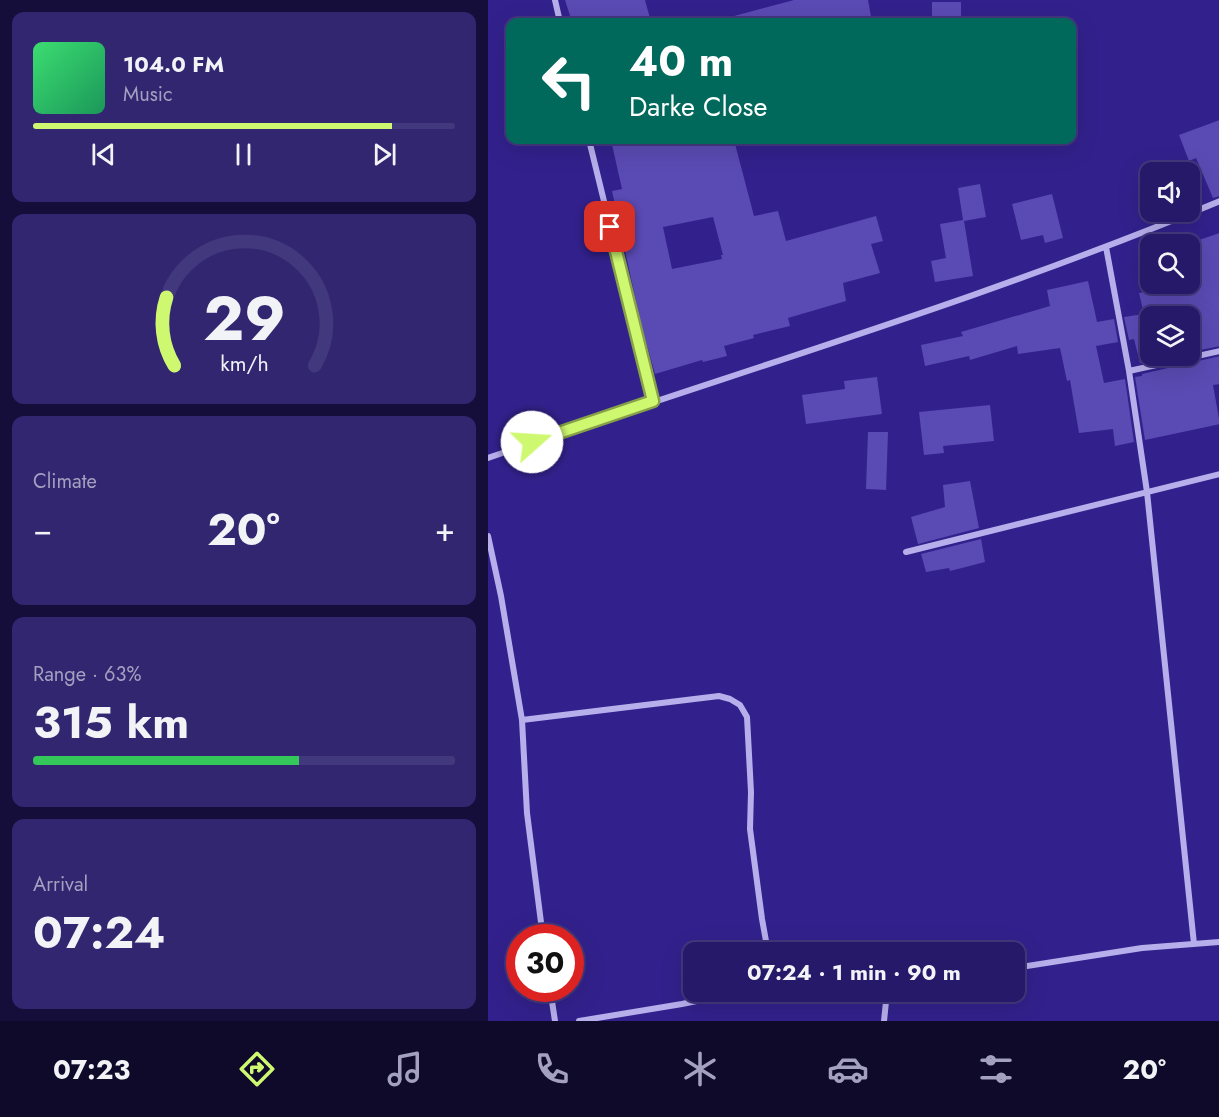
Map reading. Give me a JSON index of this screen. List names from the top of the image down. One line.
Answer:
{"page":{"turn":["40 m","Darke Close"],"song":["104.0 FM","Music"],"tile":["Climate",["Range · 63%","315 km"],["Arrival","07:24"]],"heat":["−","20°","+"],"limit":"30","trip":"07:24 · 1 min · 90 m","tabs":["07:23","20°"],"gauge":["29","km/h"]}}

Work to be completed: Exactly as written, copy out the listing, but without any pictures.

Worked solution:
Map reading. Give me a JSON index of this screen. List names from the top of the image down. One line.
Answer:
{"page":{"turn":["40 m","Darke Close"],"song":["104.0 FM","Music"],"tile":["Climate",["Range · 63%","315 km"],["Arrival","07:24"]],"heat":["−","20°","+"],"limit":"30","trip":"07:24 · 1 min · 90 m","tabs":["07:23","20°"],"gauge":["29","km/h"]}}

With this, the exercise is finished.